Experimental and numerical investigation on flow and heat transfer characteristics of a multi-waves internally spiral finned tube

In the present study, the flow and heat transfer characteristics of a multi-waves internally spiral finned tube was investigated by experiment and numerical simulation. Three-dimension computation was performed to predict the effect of inscribed circle diameter and spiral angle on the thermal performance in the finned tube. The numerical results agreed well with the experimental data. The maximum differences between the numerical results and the experimental data were approximately 5.2% for heat transfer coefficient and 4.1% for friction factor, respectively. The results showed that the heat transfer coefficient and friction factor of the finned tube were 7.94 - 8.67 and 5.39 - 5.84 times higher than those of the smooth tube, respectively.
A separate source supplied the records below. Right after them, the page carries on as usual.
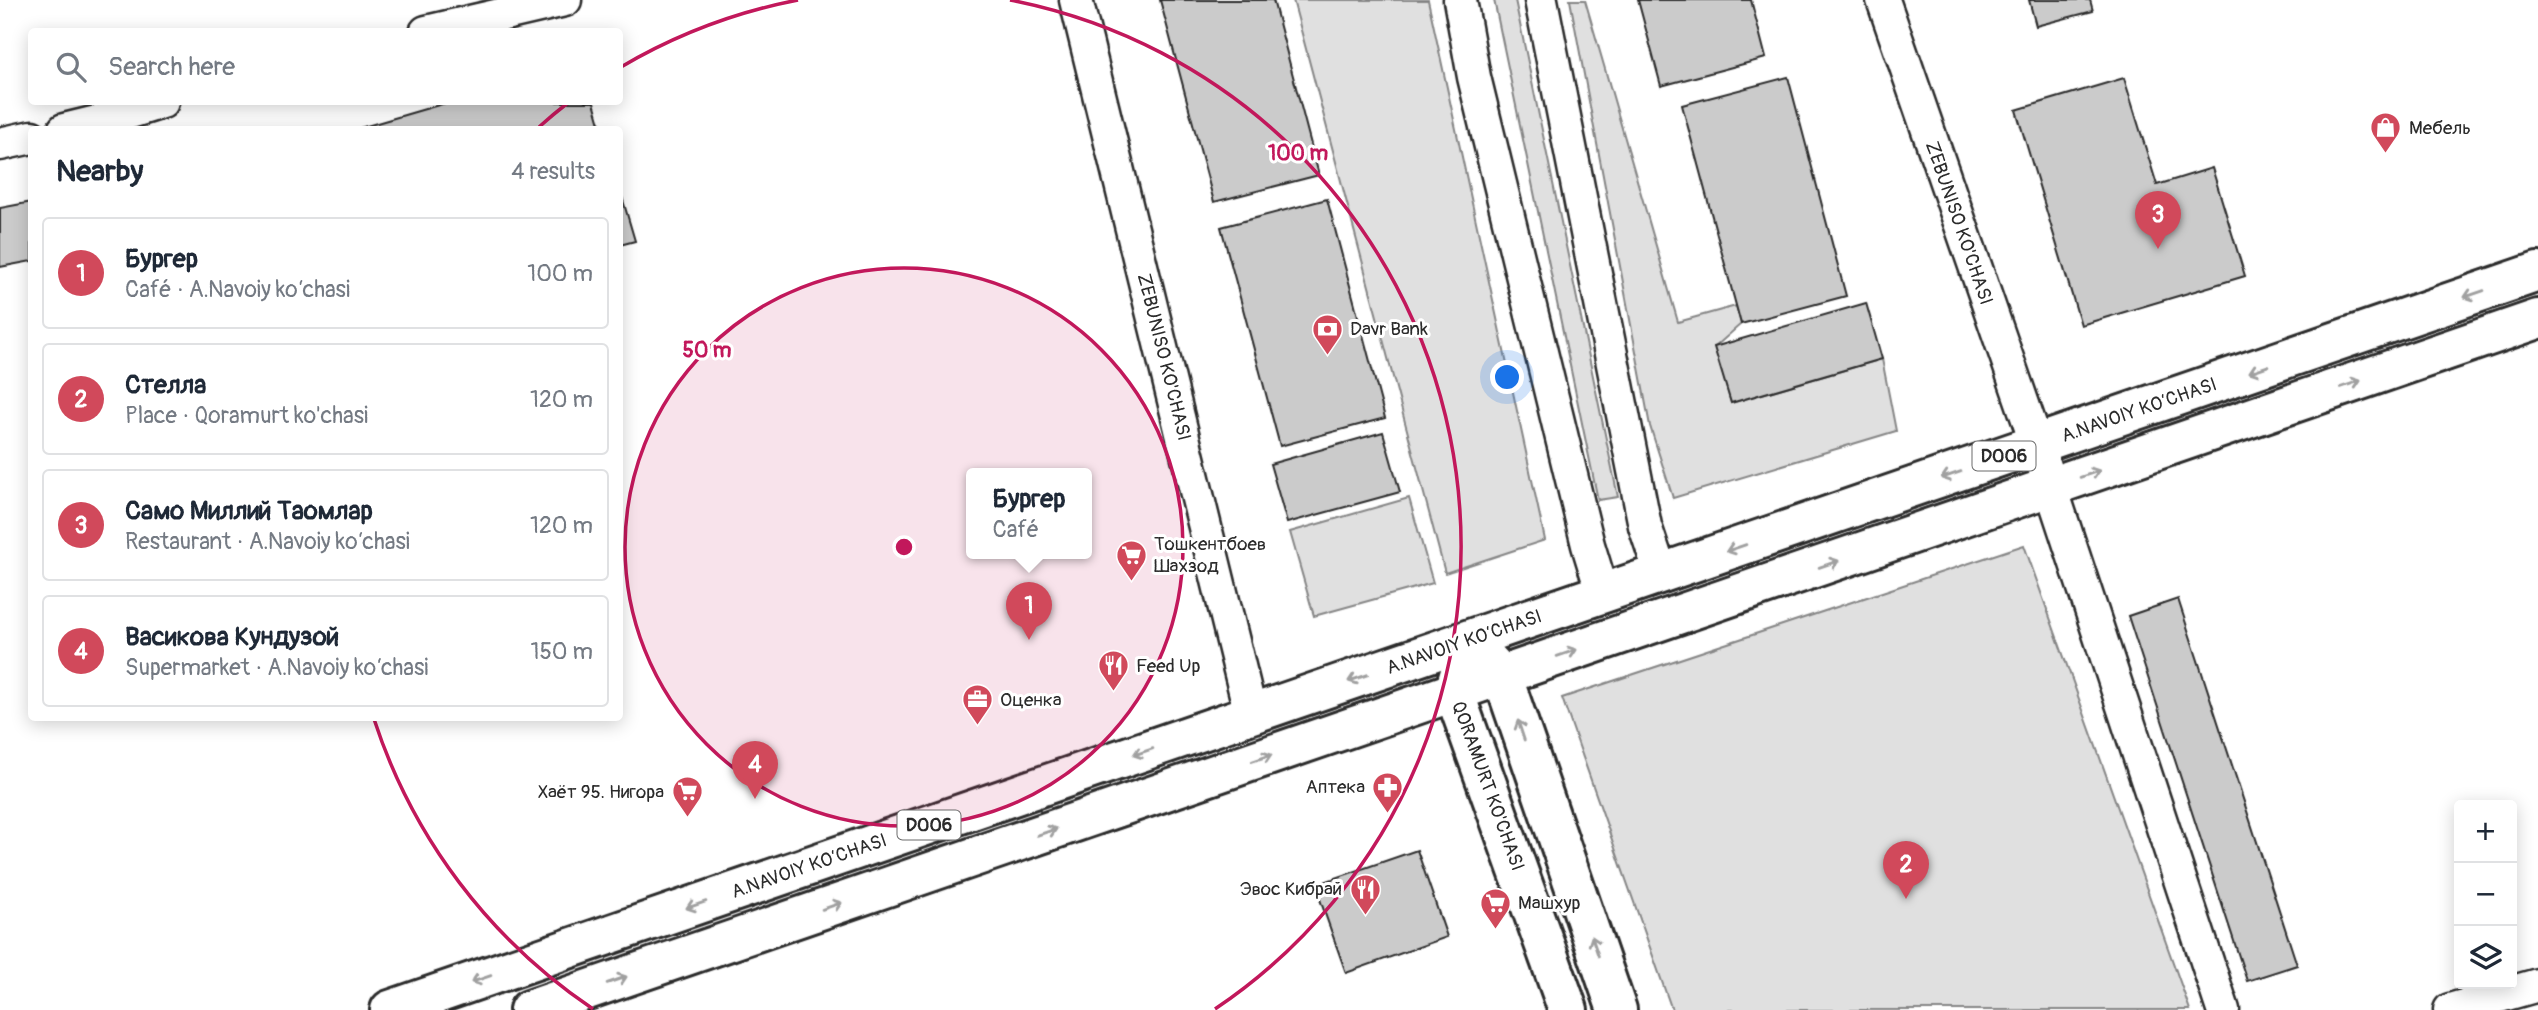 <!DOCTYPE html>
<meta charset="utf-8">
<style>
:root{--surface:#fff;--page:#f2f2f3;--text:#1f2937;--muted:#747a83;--line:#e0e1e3;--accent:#d1495b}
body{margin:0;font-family:Pangolin,sans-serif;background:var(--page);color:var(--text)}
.controls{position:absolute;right:21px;bottom:21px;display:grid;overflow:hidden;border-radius:7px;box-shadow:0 4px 18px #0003}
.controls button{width:63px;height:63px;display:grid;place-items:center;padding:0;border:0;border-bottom:2px solid var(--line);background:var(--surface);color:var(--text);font:35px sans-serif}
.you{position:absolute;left:1508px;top:378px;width:24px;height:24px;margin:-18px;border:5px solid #fff;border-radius:50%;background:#1a73e8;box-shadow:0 0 0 10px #1a73e833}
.badge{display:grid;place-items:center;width:46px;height:46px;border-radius:50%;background:var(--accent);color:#fff;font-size:23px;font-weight:700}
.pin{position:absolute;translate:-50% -58px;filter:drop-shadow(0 2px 4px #0008)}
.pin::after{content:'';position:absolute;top:37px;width:24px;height:21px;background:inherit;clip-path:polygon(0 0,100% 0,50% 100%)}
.popup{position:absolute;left:966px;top:468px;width:126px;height:91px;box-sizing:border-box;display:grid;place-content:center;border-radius:7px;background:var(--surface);filter:drop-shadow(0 2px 5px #0005);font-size:23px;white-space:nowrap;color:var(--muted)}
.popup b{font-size:26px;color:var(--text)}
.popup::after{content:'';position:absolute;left:50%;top:100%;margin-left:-14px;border:14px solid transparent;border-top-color:var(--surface)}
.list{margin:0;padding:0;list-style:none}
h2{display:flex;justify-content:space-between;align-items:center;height:91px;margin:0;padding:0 28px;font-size:30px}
h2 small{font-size:23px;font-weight:400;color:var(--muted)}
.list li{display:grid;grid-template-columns:46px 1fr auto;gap:21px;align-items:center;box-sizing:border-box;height:112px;margin:0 14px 14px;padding:0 14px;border:2px solid var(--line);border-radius:7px}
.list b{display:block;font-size:26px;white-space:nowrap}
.list p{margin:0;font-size:23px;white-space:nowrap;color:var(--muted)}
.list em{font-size:23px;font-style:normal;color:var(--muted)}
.icon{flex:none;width:38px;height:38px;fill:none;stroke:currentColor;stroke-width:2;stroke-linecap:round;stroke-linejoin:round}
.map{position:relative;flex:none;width:2538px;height:1010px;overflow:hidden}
.search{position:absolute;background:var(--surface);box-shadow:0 4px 18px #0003;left:28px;top:28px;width:595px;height:77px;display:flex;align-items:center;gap:18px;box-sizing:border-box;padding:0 24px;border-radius:7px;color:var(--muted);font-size:26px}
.panel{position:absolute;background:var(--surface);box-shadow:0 4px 18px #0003;left:28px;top:126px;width:595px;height:595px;border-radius:7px}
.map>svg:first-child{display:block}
</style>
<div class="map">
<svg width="2538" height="1010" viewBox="0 0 2538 1010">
<rect width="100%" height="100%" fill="#fff"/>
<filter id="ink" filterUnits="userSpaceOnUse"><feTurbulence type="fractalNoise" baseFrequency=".0143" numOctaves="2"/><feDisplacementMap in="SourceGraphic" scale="14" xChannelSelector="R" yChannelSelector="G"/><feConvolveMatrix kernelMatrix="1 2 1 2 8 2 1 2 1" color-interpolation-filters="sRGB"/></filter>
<g filter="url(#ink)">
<g fill="#e0e0e0" stroke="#868686" stroke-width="2">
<polygon points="1293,0 1428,0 1545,540 1445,573"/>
<polygon points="1494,0 1515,0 1618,497 1598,500"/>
<polygon points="1570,0 1585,0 1678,322 1736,306 1741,324 1715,347 1731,403 1882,359 1896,431 1673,498 1650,426"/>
<polygon points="1409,498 1433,583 1314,616 1290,532"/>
<polygon points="2024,545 2190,1010 1672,1010 1562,698"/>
</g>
<g fill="#cbcbcb" stroke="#2b2b2b" stroke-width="2">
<polygon points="1160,0 1273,0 1319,175 1214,202"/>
<polygon points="1638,0 1751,0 1766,58 1661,86"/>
<polygon points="2029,0 2090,0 2093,11 2036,26"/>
<polygon points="1788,77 1846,296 1741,324 1682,105"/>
<polygon points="2124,78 2157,185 2212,168 2245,276 2081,325 2016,110"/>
<polygon points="449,102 594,102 602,130 353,130"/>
<polygon points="620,190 635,241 620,245"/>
<polygon points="1327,199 1385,418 1280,446 1221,227"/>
<polygon points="32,202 32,261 0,267 0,208"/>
<polygon points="1866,303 1882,359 1731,403 1714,347"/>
<polygon points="1383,432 1400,492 1287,523 1270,464"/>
<polygon points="2178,599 2297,965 2247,981 2128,616"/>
<polygon points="1417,850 1447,937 1346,973 1315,885"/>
</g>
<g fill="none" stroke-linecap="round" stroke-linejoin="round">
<defs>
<g id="street">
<polyline points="1076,0 1251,715"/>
<polyline points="1460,0 1474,77 1588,545 1603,594"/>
<polyline points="1541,0 1645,526 1661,574"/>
<polyline points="1883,0 2037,445 2223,1010"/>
<polyline points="426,32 565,0"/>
<polyline points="64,130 105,120 162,102"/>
<polyline points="0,144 32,137"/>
<polyline points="2450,1010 2538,985"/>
</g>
<g id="secondary">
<polyline points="1469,640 1502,675 1617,1010"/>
<polyline points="1464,659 1454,692 1568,1010"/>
</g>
<g id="primary">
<polyline points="390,1010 2538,272"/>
<polyline points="529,1010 2538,319"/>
</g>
</defs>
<use href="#street" stroke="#2b2b2b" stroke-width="37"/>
<use href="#secondary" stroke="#2b2b2b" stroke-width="44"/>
<use href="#primary" stroke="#2b2b2b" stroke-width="44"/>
<use href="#street" stroke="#fff" stroke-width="32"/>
<use href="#secondary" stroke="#fff" stroke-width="38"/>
<use href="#primary" stroke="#fff" stroke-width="38"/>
</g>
<defs><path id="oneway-shaft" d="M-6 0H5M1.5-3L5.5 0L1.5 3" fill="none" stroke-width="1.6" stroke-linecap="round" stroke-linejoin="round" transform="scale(1.75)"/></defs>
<g stroke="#a0a0a0">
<use href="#oneway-shaft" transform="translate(2474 294) rotate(161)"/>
<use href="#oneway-shaft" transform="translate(2259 369) rotate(161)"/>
<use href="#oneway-shaft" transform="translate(2351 384) rotate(-19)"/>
<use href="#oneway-shaft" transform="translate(2090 474) rotate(-19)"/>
<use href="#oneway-shaft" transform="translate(1951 475) rotate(161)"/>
<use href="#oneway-shaft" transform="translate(1736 548) rotate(161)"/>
<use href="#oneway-shaft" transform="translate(1829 564) rotate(-19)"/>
<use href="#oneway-shaft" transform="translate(1567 653) rotate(-19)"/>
<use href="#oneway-shaft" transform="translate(1358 678) rotate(161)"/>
<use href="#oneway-shaft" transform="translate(1521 730) rotate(-108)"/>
<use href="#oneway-shaft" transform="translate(1143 752) rotate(161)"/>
<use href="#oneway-shaft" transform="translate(1262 758) rotate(-19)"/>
<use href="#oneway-shaft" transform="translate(1047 832) rotate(-19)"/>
<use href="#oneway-shaft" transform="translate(696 905) rotate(161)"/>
<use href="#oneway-shaft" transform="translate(832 906) rotate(-19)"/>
<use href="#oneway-shaft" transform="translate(1595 946) rotate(-109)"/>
<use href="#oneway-shaft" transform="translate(481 979) rotate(161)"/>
<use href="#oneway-shaft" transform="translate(617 980) rotate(-19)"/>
</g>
</g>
<circle cx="904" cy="547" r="279" fill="#c2185b" fill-opacity=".12"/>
<g fill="none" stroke="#c2185b" stroke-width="3.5">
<circle cx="904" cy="547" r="279"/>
<path d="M593 1009A557 557 0 0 1 374 719M539 127A557 557 0 0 1 569 102M621 67A557 557 0 0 1 798 0M1010 0A557 557 0 0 1 1215 1009"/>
</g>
<defs>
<symbol id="shop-pin" viewBox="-11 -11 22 30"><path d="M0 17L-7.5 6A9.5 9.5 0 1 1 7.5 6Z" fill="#d1495b" stroke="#fff"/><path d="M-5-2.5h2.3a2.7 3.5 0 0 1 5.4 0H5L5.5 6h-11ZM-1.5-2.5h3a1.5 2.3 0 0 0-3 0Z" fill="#fff"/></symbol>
<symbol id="bank-pin" viewBox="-11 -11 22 30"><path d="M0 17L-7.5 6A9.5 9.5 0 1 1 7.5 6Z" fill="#d1495b" stroke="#fff"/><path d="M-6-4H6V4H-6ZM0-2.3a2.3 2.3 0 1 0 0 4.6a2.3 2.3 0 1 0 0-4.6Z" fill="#fff"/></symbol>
<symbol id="supermarket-pin" viewBox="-11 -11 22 30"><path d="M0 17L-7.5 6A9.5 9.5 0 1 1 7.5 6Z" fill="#d1495b" stroke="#fff"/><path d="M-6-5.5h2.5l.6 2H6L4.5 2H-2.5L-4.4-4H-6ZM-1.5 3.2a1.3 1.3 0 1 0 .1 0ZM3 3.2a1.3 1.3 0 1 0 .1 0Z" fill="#fff"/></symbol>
<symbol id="restaurant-pin" viewBox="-11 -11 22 30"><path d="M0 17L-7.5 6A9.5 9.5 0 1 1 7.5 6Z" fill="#d1495b" stroke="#fff"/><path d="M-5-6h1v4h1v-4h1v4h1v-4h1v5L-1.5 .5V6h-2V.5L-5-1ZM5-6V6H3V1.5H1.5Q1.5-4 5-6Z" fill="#fff"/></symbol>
<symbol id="office-pin" viewBox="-11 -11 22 30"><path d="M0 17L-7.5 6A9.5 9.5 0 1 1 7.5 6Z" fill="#d1495b" stroke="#fff"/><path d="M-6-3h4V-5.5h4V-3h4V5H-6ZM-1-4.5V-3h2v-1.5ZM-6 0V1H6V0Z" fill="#fff"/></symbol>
<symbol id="pharmacy-pin" viewBox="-11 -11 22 30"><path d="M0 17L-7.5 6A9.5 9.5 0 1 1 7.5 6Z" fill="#d1495b" stroke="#fff"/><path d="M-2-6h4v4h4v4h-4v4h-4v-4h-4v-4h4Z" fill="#fff"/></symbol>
</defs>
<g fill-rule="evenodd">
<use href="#shop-pin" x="2368" y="110" width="35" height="47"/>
<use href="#bank-pin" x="1310" y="312" width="35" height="47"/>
<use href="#supermarket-pin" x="1114" y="538" width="35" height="47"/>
<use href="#restaurant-pin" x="1096" y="648" width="35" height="47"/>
<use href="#office-pin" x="960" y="682" width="35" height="47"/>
<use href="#pharmacy-pin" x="1370" y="770" width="35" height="47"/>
<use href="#supermarket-pin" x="670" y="774" width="35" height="47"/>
<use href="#restaurant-pin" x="1348" y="872" width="35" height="47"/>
<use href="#supermarket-pin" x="1478" y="886" width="35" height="47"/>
</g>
<g text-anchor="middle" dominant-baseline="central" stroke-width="6" stroke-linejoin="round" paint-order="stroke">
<g fill="#fff" stroke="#6b6b6b" stroke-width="2">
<rect x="1972.5" y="441.5" width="63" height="29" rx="5"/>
<rect x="897.5" y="810.5" width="63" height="29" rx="5"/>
</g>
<g font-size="18" font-weight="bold" fill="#2b2b2b">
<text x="2004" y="456">D006</text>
<text x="929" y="825">D006</text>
</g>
<g font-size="19" fill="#2b2b2b" stroke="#fff" text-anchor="start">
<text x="2409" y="128">Мебель</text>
<text x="1350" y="329">Davr Bank</text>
<text x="1154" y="544">Тошкентбоев<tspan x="1154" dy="22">Шахзод</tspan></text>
<text x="1136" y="666">Feed Up</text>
<text x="1000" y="700">Оценка</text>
<text x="1365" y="787" text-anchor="end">Аптека</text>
<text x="664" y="792" text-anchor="end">Хаёт 95. Нигора</text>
<text x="1342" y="889" text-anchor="end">Эвос Кибрай</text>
<text x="1518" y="903">Машхур</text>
</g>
<g font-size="19" fill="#2b2b2b" stroke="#fff">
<text transform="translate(1959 223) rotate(71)">ZEBUNISO KO'CHASI</text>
<text transform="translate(1164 357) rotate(76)">ZEBUNISO KO'CHASI</text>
<text transform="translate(2139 410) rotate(-19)">A.NAVOIY KO‘CHASI</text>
<text transform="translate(1464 642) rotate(-19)">A.NAVOIY KO‘CHASI</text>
<text transform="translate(1488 786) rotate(70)">QORAMURT KO'CHASI</text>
<text transform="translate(809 866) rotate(-19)">A.NAVOIY KO‘CHASI</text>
</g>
</g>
<circle cx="904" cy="547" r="10" fill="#c2185b" stroke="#fff" stroke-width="3.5"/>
<g font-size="21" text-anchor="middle" font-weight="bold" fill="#c2185b" stroke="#fff" stroke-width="6" stroke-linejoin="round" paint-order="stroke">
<text x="1298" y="160">100 m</text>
<text x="707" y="357">50 m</text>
</g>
</svg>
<div class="controls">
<button>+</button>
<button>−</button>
<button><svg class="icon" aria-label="layers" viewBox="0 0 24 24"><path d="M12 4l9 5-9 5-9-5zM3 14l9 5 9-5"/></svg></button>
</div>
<div class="you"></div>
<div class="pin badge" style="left:1029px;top:640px">1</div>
<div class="popup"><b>Бургер</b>Café</div>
<div class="pin badge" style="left:1906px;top:899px">2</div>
<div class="pin badge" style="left:2158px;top:249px">3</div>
<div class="pin badge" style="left:755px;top:799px">4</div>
<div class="search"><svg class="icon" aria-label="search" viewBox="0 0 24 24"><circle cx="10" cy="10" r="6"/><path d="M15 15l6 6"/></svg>Search here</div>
<section class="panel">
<h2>Nearby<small>4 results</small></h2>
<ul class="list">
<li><span class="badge">1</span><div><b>Бургер</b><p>Café · A.Navoiy ko‘chasi</p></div><em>100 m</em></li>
<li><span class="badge">2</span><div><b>Стелла</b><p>Place · Qoramurt ko'chasi</p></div><em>120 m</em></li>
<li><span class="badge">3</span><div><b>Само Миллий Таомлар</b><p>Restaurant · A.Navoiy ko‘chasi</p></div><em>120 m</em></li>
<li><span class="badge">4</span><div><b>Васикова Кундузой</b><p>Supermarket · A.Navoiy ko‘chasi</p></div><em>150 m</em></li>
</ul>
</section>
</div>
The (h/h(0))/(Delta P/Delta P-0)(1/3) of the finned tubes ranged from 2.39 to 3.31. In this study, both heat transfer coefficient and friction factor decreased with the increase of inscribed circle diameter, while increased with the increase of spiral angle. In addition, the velocity and temperature fields were obtained to discern the mechanisms of heat transfer enhancement. (C) 2021 Elsevier Ltd. All rights reserved.

Automated summary

The flow and heat transfer characteristics of a multi-waves internally spiral finned tube were studied through experiment and numerical simulation. The results showed that the heat transfer coefficient and friction factor of the finned tube were significantly higher than those of the smooth tube, and both decreased with the increase of inscribed circle diameter while increased with the increase of spiral angle.